This project contains the principal Open Information Extraction (Open IE) system from the University of Washington (UW) and Indian Institute of Technology,Delhi (IIT Delhi). An Open IE system runs over sentences and creates extractions that represent relations in text. For example, consider the following sentence.
The U.S. president Barack Obama gave his speech on Tuesday and Wednesday to thousands of people.
There are many binary relations in this sentence that can be expressed as a
triple (A, B, C)
where A
and B
are arguments, and C
is the relation
between those arguments. Since Open IE is not aligned with an ontology, the
relation is a phrase of text. Here is a possible list of the binary relations
in the above sentence:
(Barack Obama, is the president of, United States)
(Barack Obama, gave, his speech)
(Barack Obama, gave his speech, on Tuesday)
(Barack Obama, gave his speech, on Wednesday)
(Barack Obama, gave his speech, to thousands of people)
The first extraction in the above list is a "noun-mediated extraction", because the extraction has a relation phrase is described by the noun "president". The other extractions are very similar. In fact, they can be represented more informatively as an n-ary extraction. An n-ary extraction can have 0 or more secondary arguments. Here is a possible list of the n-ary relations in the sentence:
(Barack Obama, is the president of, United States)
(Barack Obama, gave, [his speech, on Tuesday, on Wednesday, to thousands of people])
Extractions can include more than just the arguments and relation as well. For example, we might be interested in whether the extraction is a negative assertion or a positive assertion, or if it is conditional in some way. Consider the following sentence:
Some people say Barack Obama was born in Kenya.
We would not want to extract that (Barack Obama, was born, in Kenya)
alone
because this is not true. However, if we have the condition as well, we can
have a correct extraction.
Some people say:(Barack Obama, was born in, Kenya)

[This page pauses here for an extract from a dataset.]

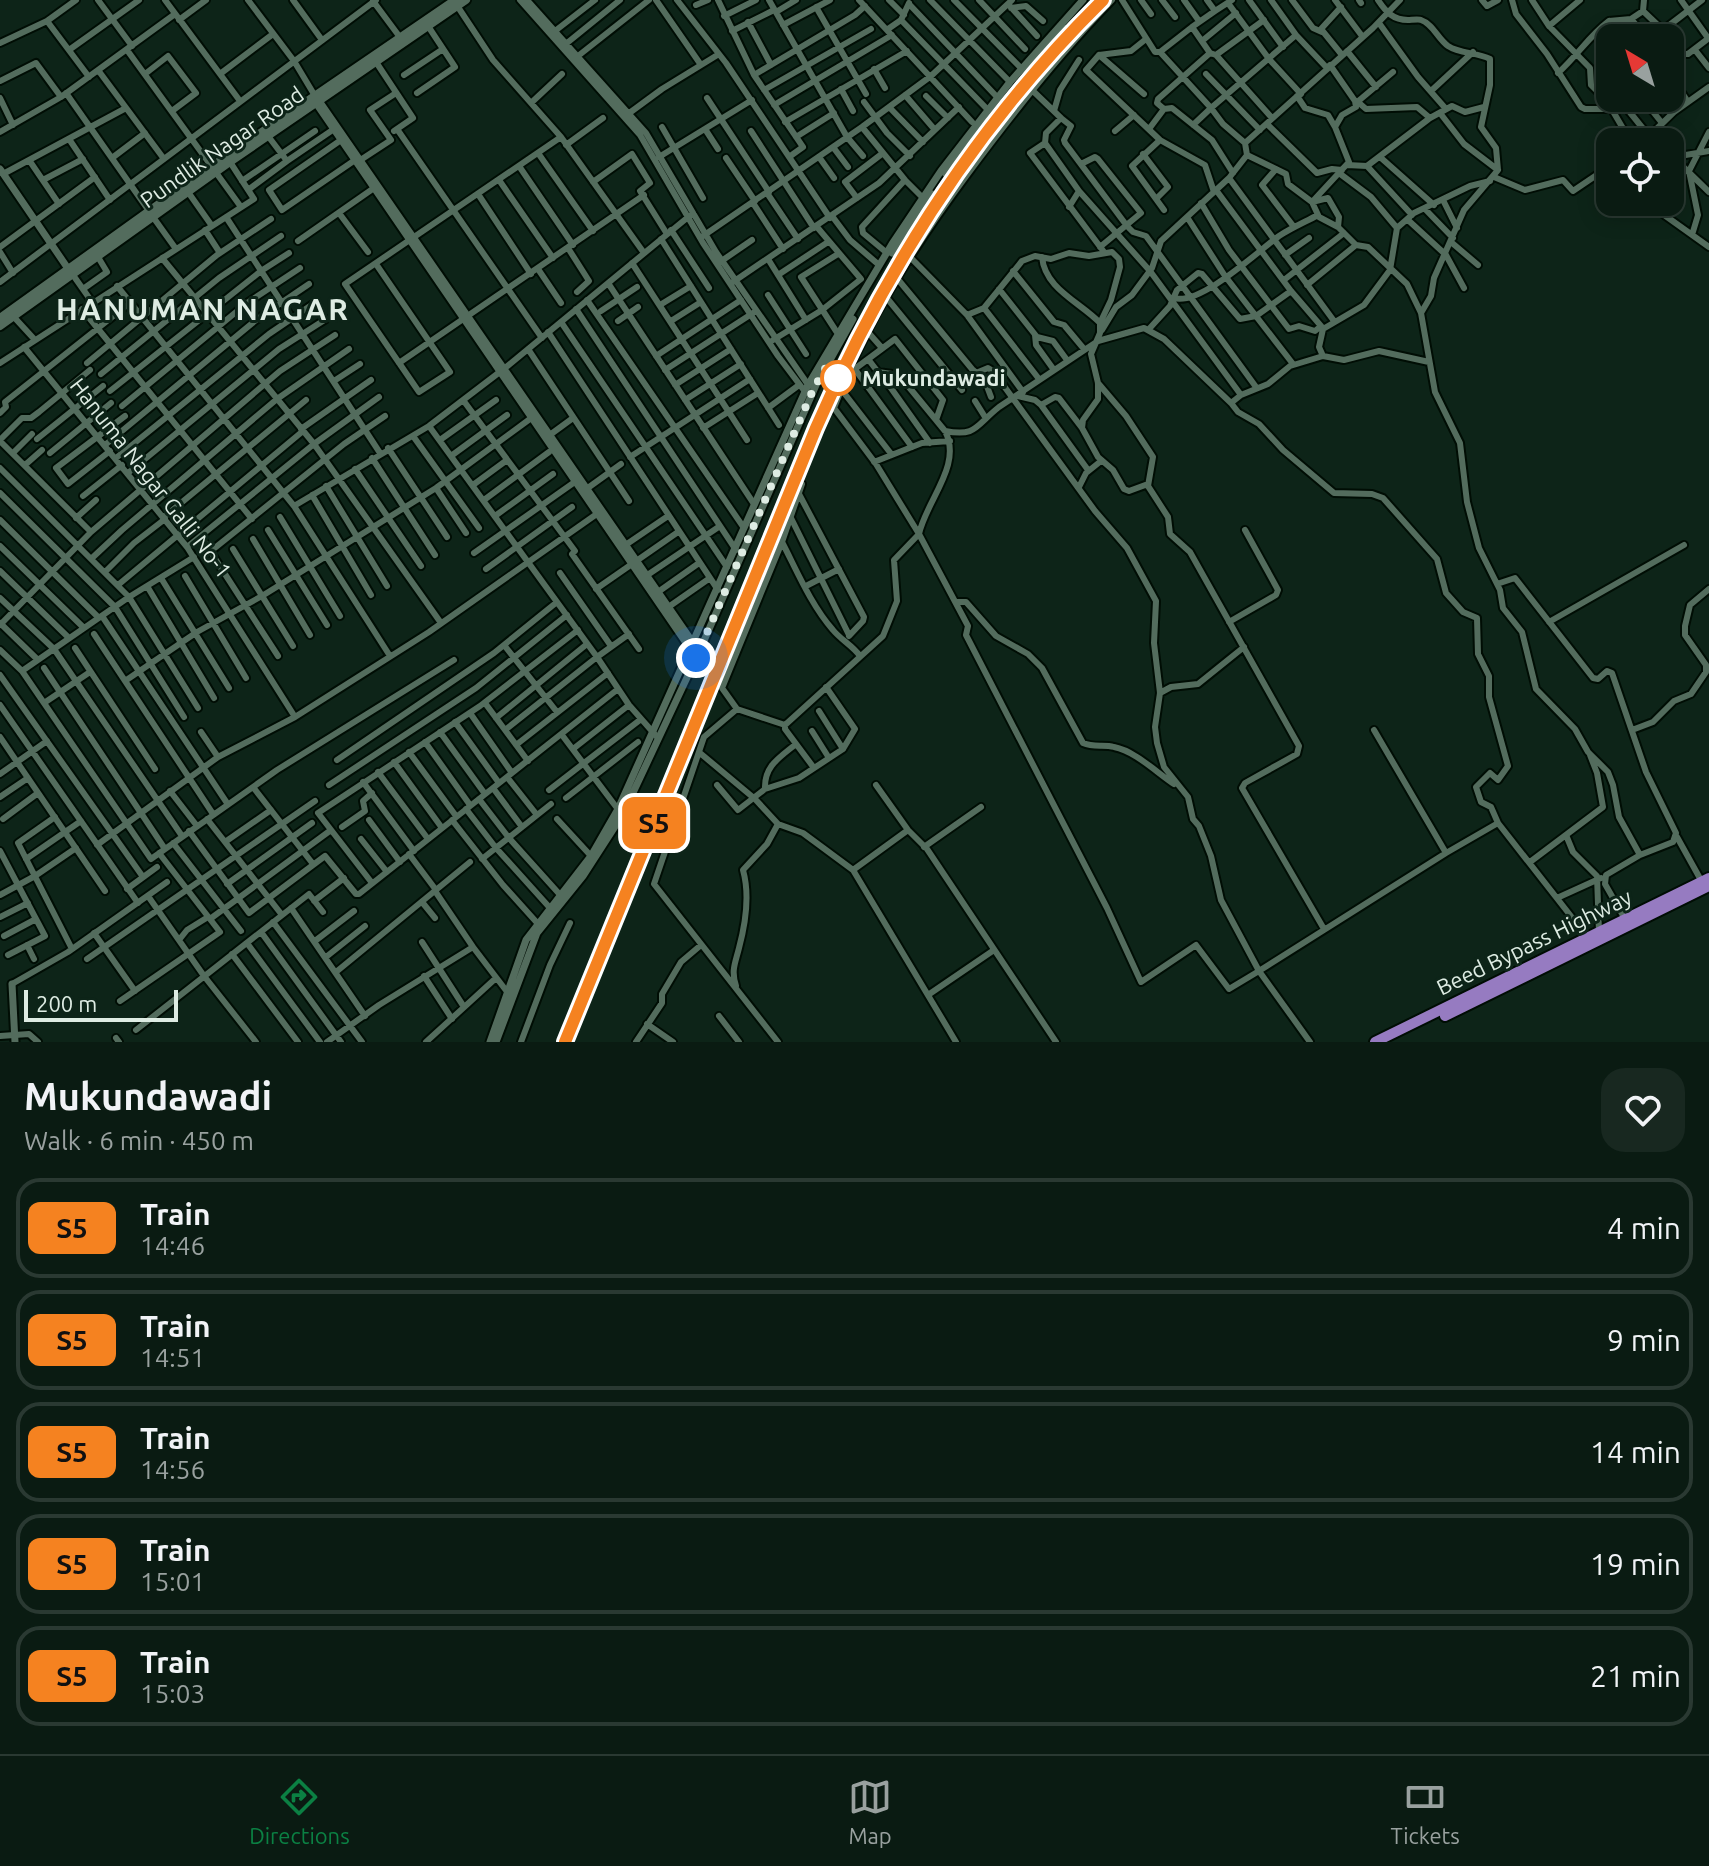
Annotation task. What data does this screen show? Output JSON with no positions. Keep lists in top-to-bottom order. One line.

To see an example of Open IE being used, please visit http://openie.cs.washington.edu/.
Firstly, Open IE 5.0 improves upon extractions from numerical sentences. For example, consider the following sentence.

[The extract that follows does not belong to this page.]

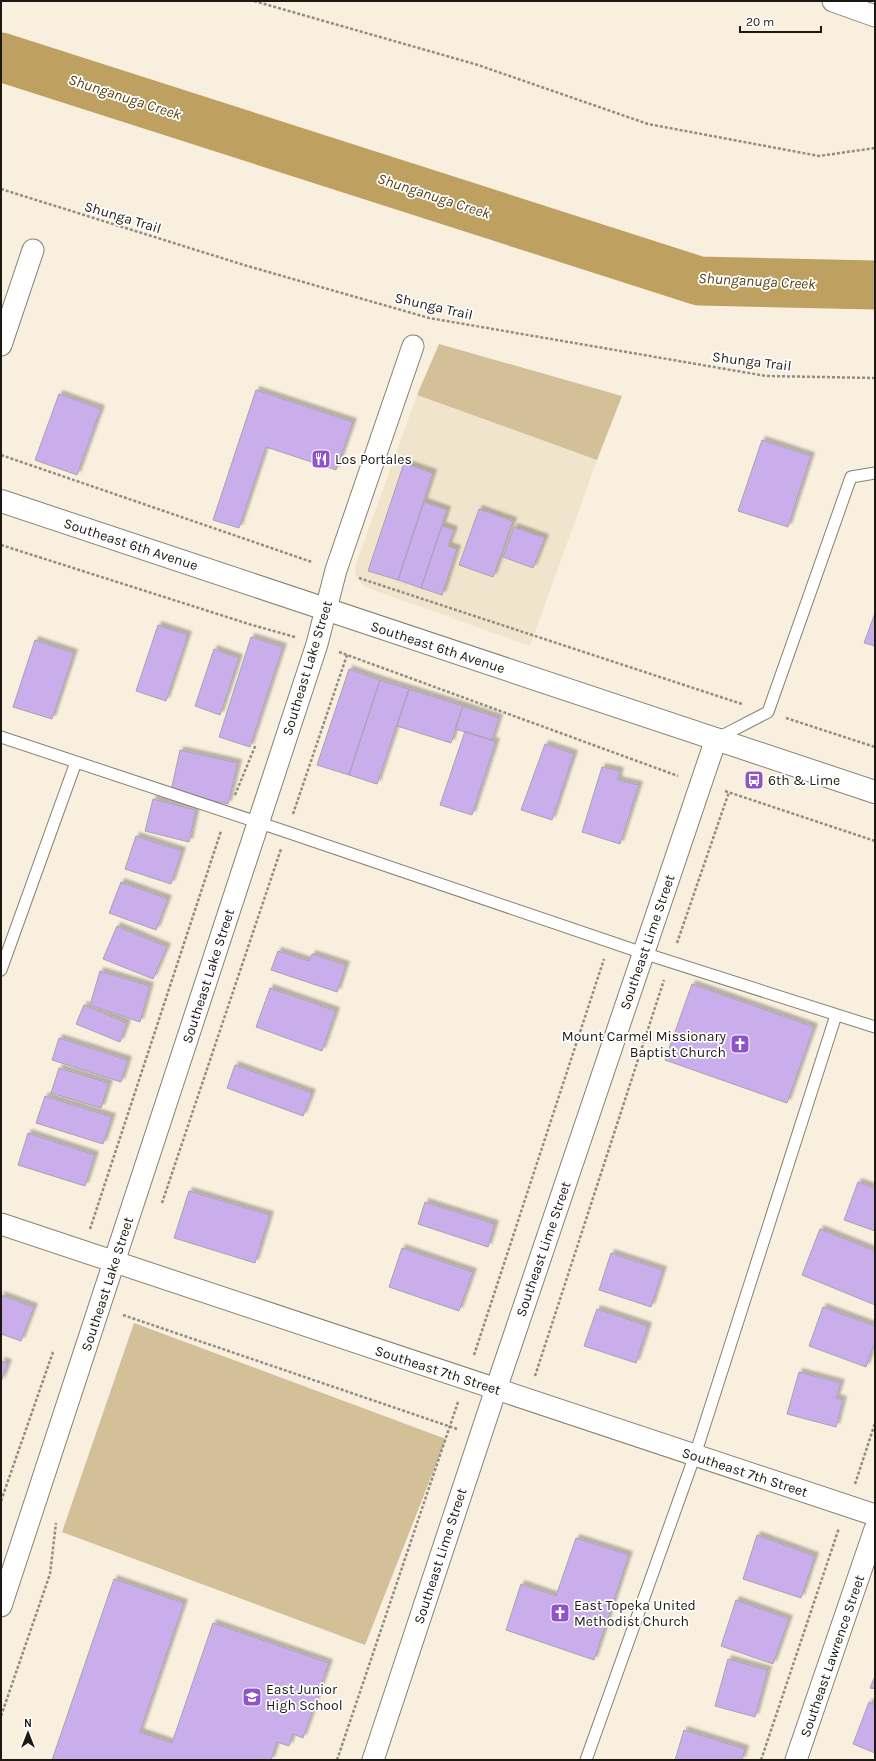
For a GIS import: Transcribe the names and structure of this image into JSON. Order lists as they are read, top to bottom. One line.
{"streets":{"main road":["Southeast 6th Avenue"],"street":["Southeast Lake Street","Southeast Lime Street","Southeast 7th Street","Southeast Lawrence Street"],"path":["Shunga Trail"]},"crossings":[["Southeast 6th Avenue","Southeast Lake Street"],["Southeast 6th Avenue","Southeast Lime Street"],["Southeast Lake Street","Southeast 7th Street"],["Southeast Lime Street","Southeast 7th Street"]],"water":["Shunganuga Creek"],"places":{"restaurant":["Los Portales"],"bus stop":["6th & Lime"],"church":["Mount Carmel Missionary Baptist Church","East Topeka United Methodist Church"],"school or university":["East Junior High School"]},"scale_bar":"20 m","north":"top"}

Barack Obama is 6 feet tall.
Open IE 5.0 gives the following extractions:
(Barack Obama, has height of, 6 feet)
(Barack Obama, is, 6 feet tall)
Open IE 5.0 can also extract implicit numerical relations from units in sentences. For example, consider the following sentence.
James Valley has 5 sq kms of fruit orchards.

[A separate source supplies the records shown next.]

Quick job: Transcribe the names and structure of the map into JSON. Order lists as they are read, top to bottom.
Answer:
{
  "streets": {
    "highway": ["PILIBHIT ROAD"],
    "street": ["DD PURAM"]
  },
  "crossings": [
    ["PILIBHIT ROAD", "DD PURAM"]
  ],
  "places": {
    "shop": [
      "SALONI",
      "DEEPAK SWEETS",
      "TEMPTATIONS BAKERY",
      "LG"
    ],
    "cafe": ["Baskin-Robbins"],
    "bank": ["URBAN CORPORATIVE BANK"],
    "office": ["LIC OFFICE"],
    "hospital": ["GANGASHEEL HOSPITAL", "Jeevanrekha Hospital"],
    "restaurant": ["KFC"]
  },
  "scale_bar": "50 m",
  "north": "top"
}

The extractions are the following:
(James Valley, has area of fruit orchards, 5 sq kms)
(James Valley, has, 5 sq kms of fruit orchards)
Secondly, Open IE 5.0 improves upon conjunctive sentences by breaking conjunctions in arguments to generate multiple extractions. For example, consider the following sentence.
Jack and Jill visited India, Japan and South Korea.
Open IE 5.0 gives the following extractions:
(Jack, visited, India)
(Jill, visited, India)
(Jack, visited, Japan)
(Jill, visited, Japan)
(Jack, visited, South Korea)
(Jill, visited, South Korea)
Open IE 5.0 is a combination of CALMIE(Extraction from conjunctive sentences), BONIE(Extraction from Numerical Sentences), RelNoun (Noun Relations Extraction) and SRLIE. The relevant papers are:
-
CALMIE - Swarnadeep Saha, Mausam. "Open Information Extraction from Conjunctive Sentences." International Conference on Computational Linguistics (COLING). Santa Fe, NM, USA. August 2018. [paper]
-
BONIE - Swarnadeep Saha, Harinder Pal, Mausam. "Bootstrapping for Numerical Open IE". Annual Meeting of the Association for Computational Linguistics (ACL). Vancouver, Canada. August 2017. [paper] [data]
-
RelNoun - Harinder Pal, Mausam. "Demonyms and Compound Relational Nouns in Nominal Open IE". Workshop on Automated Knowledge Base Construction (AKBC) at NAACL. San Diego, CA, USA. June 2016. [paper]
-
SRLIE - Janara Christensen, Mausam, Stephen Soderland, Oren Etzioni. "An Analysis of Open Information Extraction based on Semantic Role Labeling". International Conference on Knowledge Capture (KCAP). Banff, Alberta, Canada. June 2011. [paper]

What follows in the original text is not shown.